No - this did not resolve the issues.  Both issues subsequently raised with support (not by myself) - I will get an update and post.

AJ 

halo
Level 2

Cruisen,

Have you heard anything back from support, or the customer about this issue as I am facing a similiar thing.

Thanks

J

Daniel_W
Level 2
Partner Accredited

I know this is an older thread, but here's hoping.

 

I have a customer that's seeing the same or similar issue.

Windows 2k3r2 Master running 7.5.0.6

NBU 5230 Appliance running 2.5.3 (7.5.0.6)

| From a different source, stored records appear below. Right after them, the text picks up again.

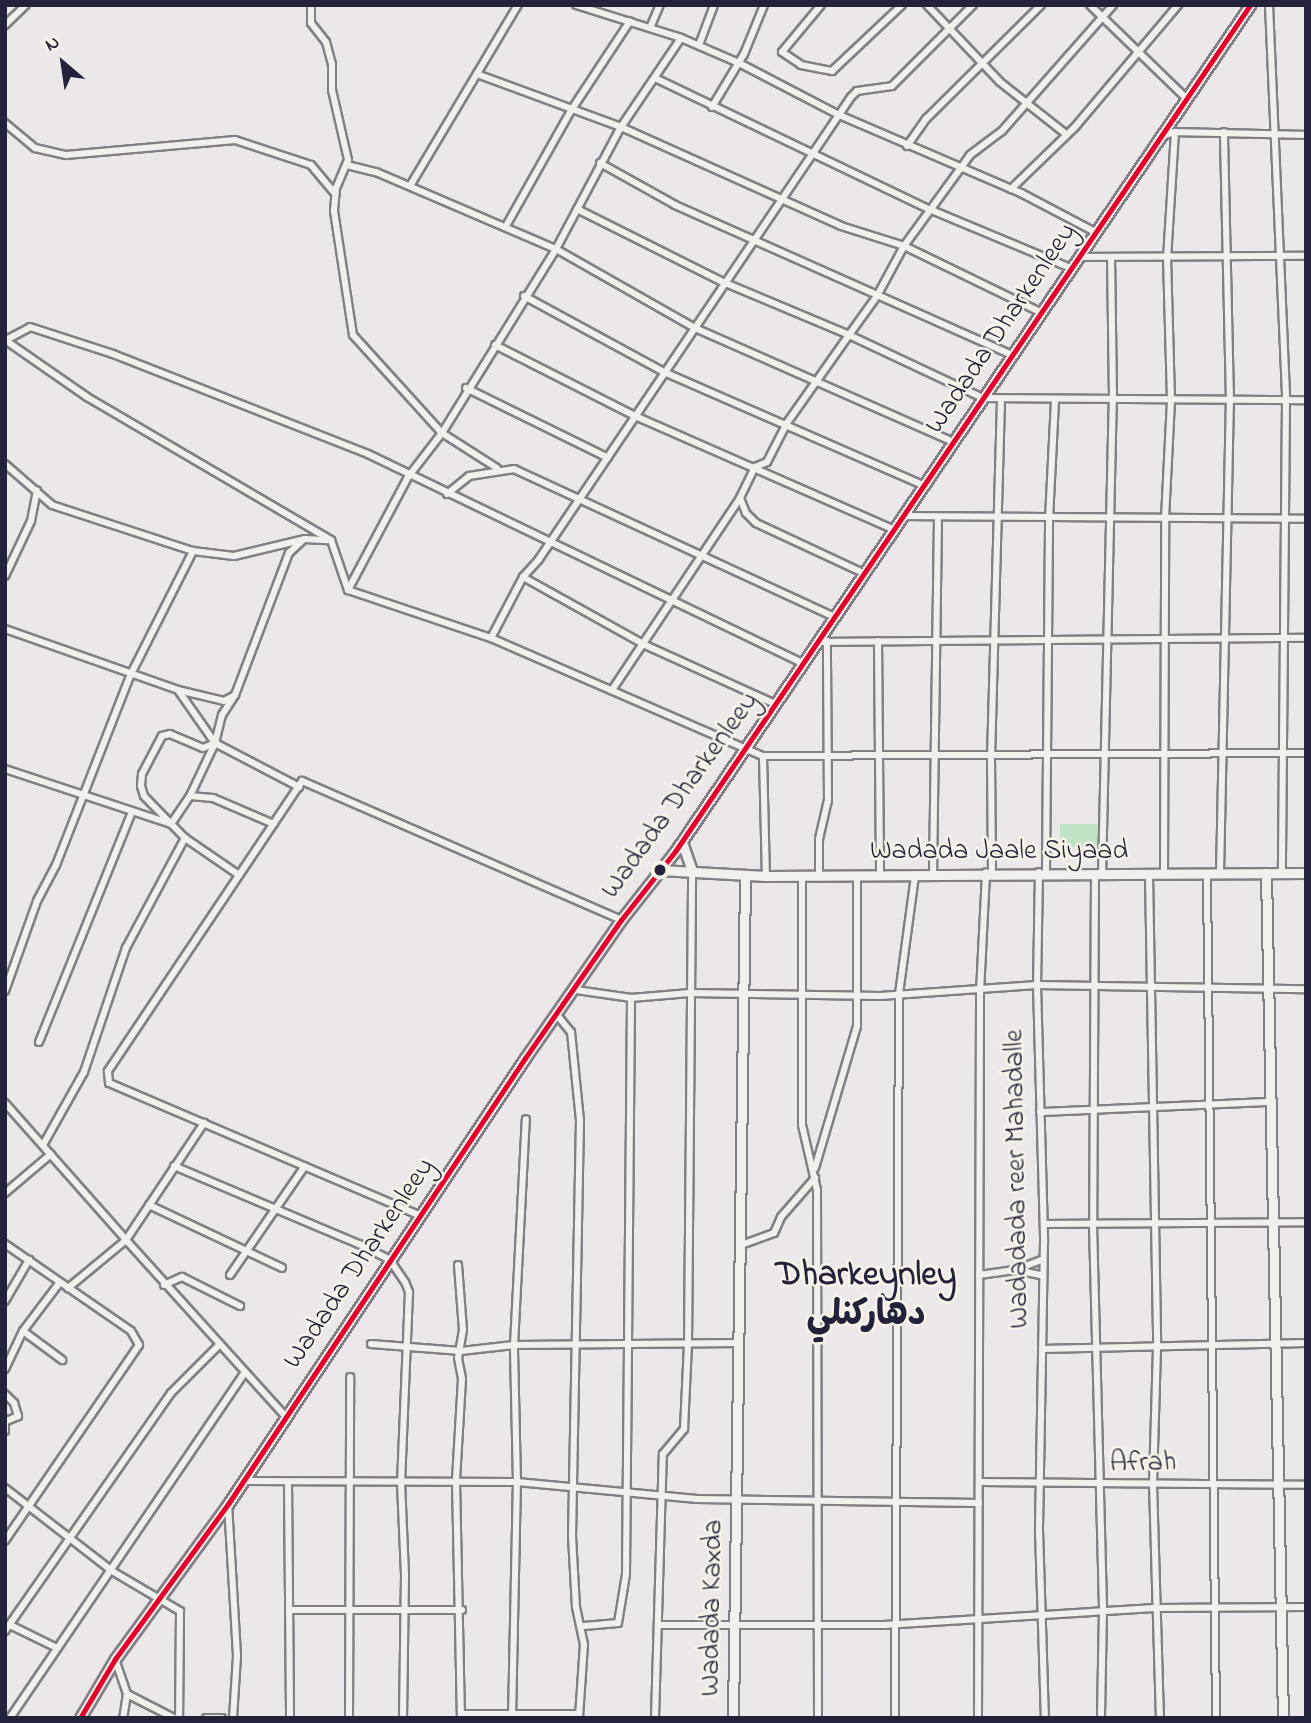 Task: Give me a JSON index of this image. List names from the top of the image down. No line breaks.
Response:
{"streets":{"main road":["Wadada Dharkenleey","Wadada Jaale Siyaad","Wadada Kaxda"],"street":["Wadadada reer Mahadalle","Afrah"]},"crossings":[["Wadada Dharkenleey","Wadada Jaale Siyaad"],["Wadada Jaale Siyaad","Wadadada reer Mahadalle"],["Wadada Jaale Siyaad","Wadada Kaxda"],["Wadadada reer Mahadalle","Afrah"]],"districts":["Dharkeynley دهاركنلي"],"north":"top left"} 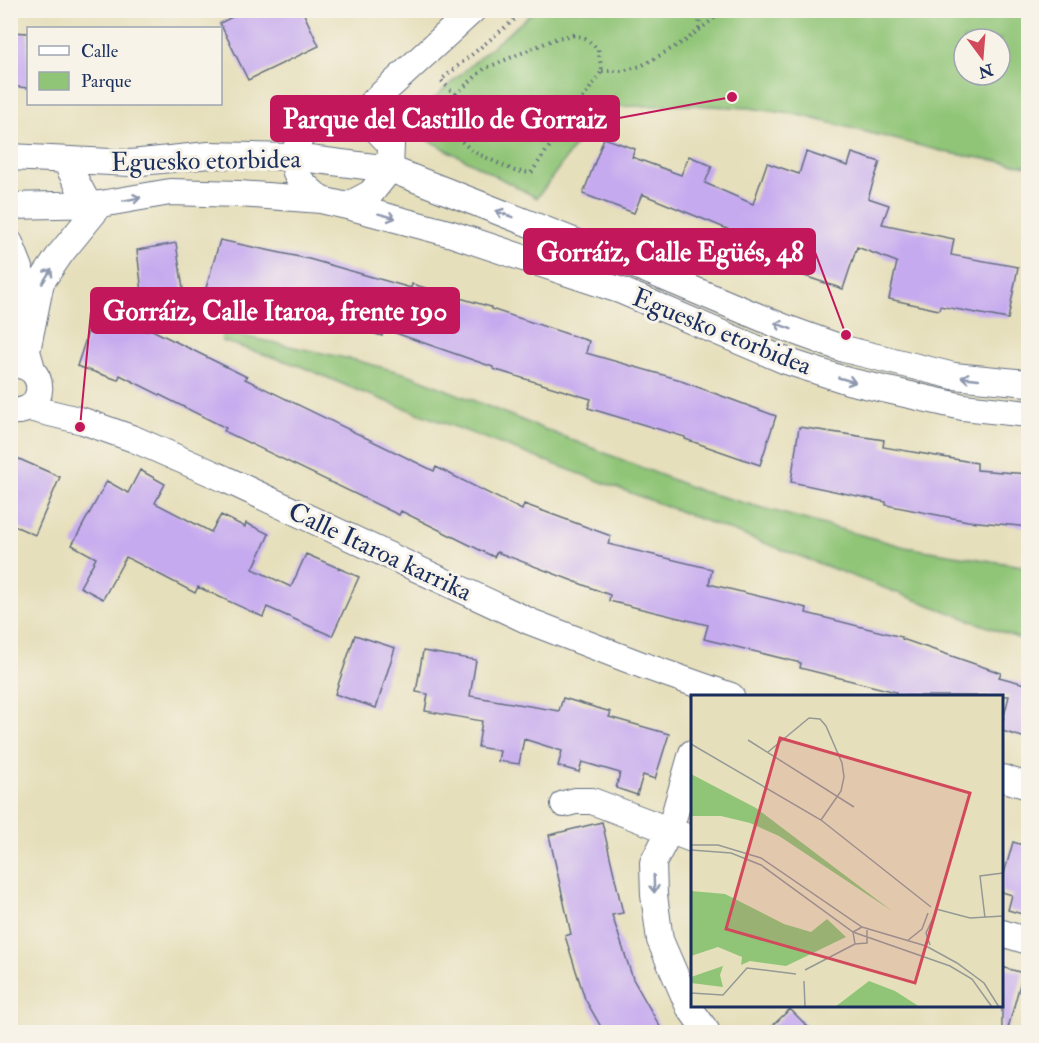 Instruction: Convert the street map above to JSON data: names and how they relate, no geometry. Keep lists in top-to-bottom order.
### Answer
{
  "streets": {
    "street": ["Eguesko etorbidea", "Calle Itaroa karrika"]
  },
  "crossings": [
    ["Eguesko etorbidea", "Calle Itaroa karrika"]
  ],
  "places": ["Parque del Castillo de Gorraiz", "Gorráiz, Calle Egüés, 48", "Gorráiz, Calle Itaroa, frente 190"],
  "legend": ["Calle", "Parque"],
  "north": "bottom"
} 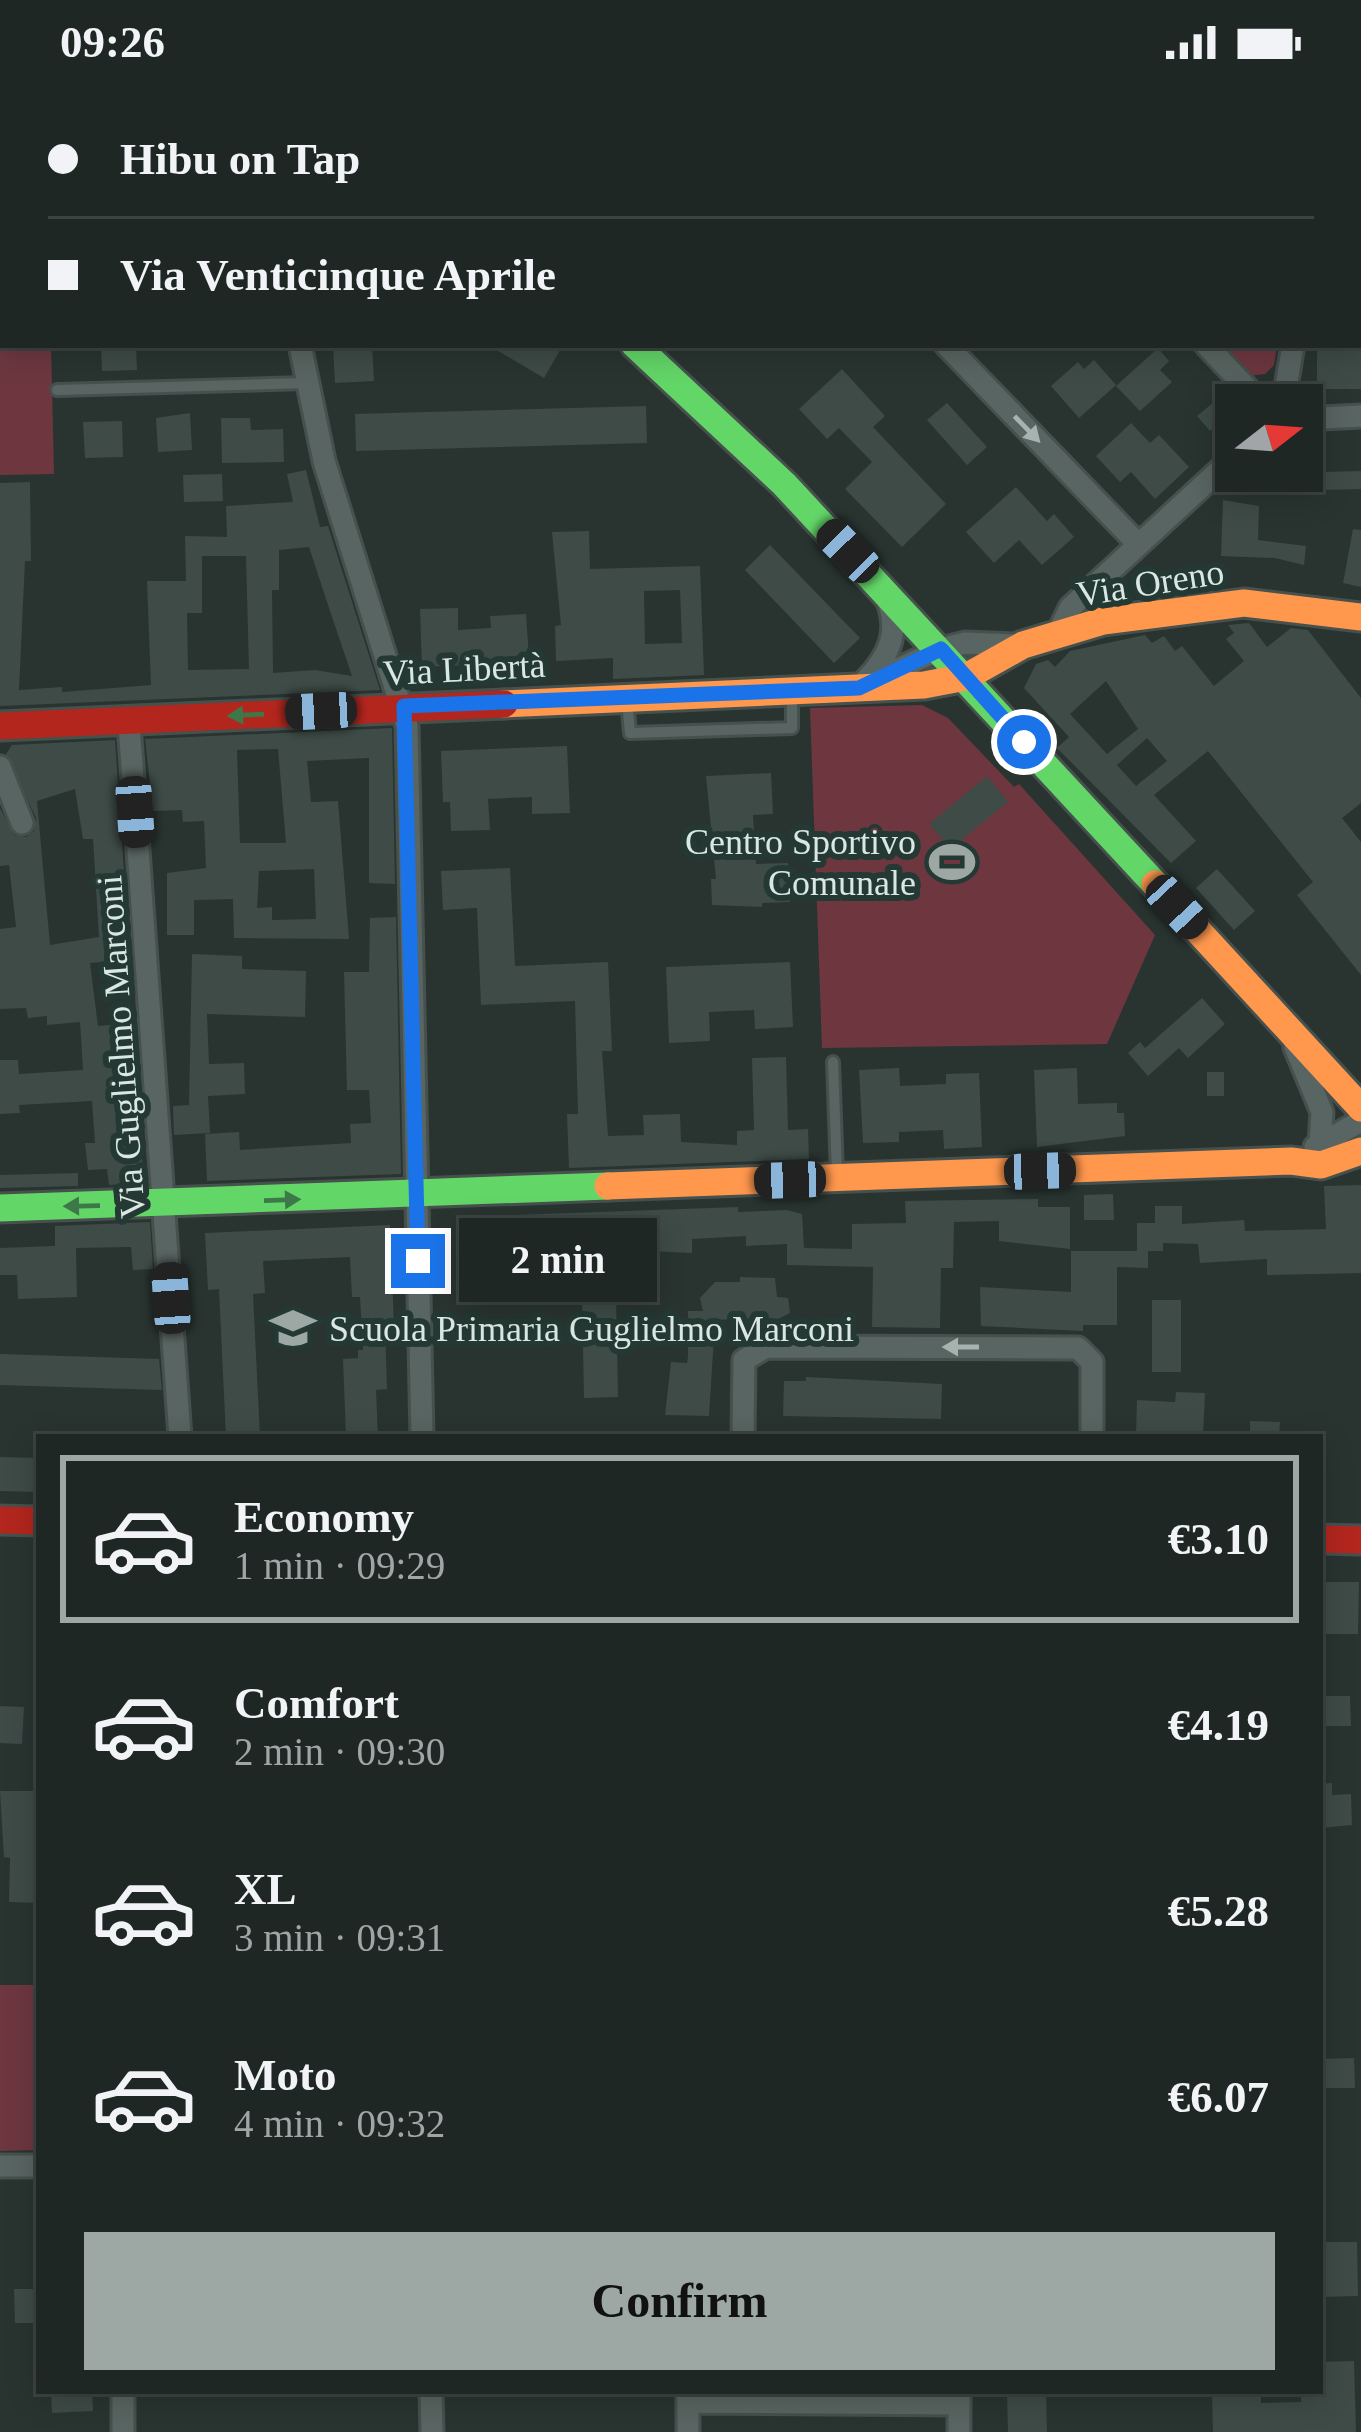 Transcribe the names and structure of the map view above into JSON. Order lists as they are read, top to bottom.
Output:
{
  "streets": {
    "street": ["Via Oreno", "Via Libertà", "Via Guglielmo Marconi"]
  },
  "crossings": [
    ["Via Oreno", "Via Libertà"],
    ["Via Libertà", "Via Guglielmo Marconi"]
  ],
  "places": {
    "sports": ["Centro Sportivo Comunale"],
    "school or university": ["Scuola Primaria Guglielmo Marconi"]
  },
  "north": "right",
  "page": {
    "status": "09:26",
    "banner": ["Hibu on Tap", "Via Venticinque Aprile"],
    "bubble": "2 min",
    "list": [
      {
        "name": "Economy",
        "note": "1 min · 09:29",
        "value": "€3.10"
      },
      {
        "name": "Comfort",
        "note": "2 min · 09:30",
        "value": "€4.19"
      },
      {
        "name": "XL",
        "note": "3 min · 09:31",
        "value": "€5.28"
      },
      {
        "name": "Moto",
        "note": "4 min · 09:32",
        "value": "€6.07"
      }
    ],
    "buttons": "Confirm"
  }
}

Dell Compellent Disk Array SAN-attached to Appliance (down a single path)

ESXi 5.1 with vCenter 5.1 server.

 

We're getting quite a lot of intermittent status code 40's on VMs of all sizes.

 

Were you able to get any traction on this issue?

sdo
Moderator
Moderator
Partner    VIP    Certified

Curious as to what is shown by:

$ bpgetconfig -M n5230-appliance-name sectorsperbuffer

...aka "raw partition buffer read size".